:: Working data ::

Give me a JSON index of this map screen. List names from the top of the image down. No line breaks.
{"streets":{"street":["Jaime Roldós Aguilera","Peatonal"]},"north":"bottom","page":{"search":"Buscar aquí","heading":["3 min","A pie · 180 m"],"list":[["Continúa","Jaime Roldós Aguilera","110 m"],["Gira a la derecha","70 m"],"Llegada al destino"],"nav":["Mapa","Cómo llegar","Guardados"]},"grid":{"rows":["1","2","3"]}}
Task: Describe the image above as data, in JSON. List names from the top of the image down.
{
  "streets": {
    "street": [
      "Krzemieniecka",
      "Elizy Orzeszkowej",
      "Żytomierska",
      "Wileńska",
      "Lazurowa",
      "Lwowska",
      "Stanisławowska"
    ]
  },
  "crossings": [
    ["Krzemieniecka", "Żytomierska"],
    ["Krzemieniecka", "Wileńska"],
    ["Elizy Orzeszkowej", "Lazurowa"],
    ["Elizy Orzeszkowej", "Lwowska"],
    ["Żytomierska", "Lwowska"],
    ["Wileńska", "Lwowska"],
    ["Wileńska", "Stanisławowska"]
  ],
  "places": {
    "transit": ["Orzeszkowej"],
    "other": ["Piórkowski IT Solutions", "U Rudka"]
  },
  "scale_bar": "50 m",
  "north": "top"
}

:::

**Exercise:**
Without altering a single word, write out the whole listing.

**Answer for this exercise:**
Give me a JSON index of this map screen. List names from the top of the image down. No line breaks.
{"streets":{"street":["Jaime Roldós Aguilera","Peatonal"]},"north":"bottom","page":{"search":"Buscar aquí","heading":["3 min","A pie · 180 m"],"list":[["Continúa","Jaime Roldós Aguilera","110 m"],["Gira a la derecha","70 m"],"Llegada al destino"],"nav":["Mapa","Cómo llegar","Guardados"]},"grid":{"rows":["1","2","3"]}}
Task: Describe the image above as data, in JSON. List names from the top of the image down.
{
  "streets": {
    "street": [
      "Krzemieniecka",
      "Elizy Orzeszkowej",
      "Żytomierska",
      "Wileńska",
      "Lazurowa",
      "Lwowska",
      "Stanisławowska"
    ]
  },
  "crossings": [
    ["Krzemieniecka", "Żytomierska"],
    ["Krzemieniecka", "Wileńska"],
    ["Elizy Orzeszkowej", "Lazurowa"],
    ["Elizy Orzeszkowej", "Lwowska"],
    ["Żytomierska", "Lwowska"],
    ["Wileńska", "Lwowska"],
    ["Wileńska", "Stanisławowska"]
  ],
  "places": {
    "transit": ["Orzeszkowej"],
    "other": ["Piórkowski IT Solutions", "U Rudka"]
  },
  "scale_bar": "50 m",
  "north": "top"
}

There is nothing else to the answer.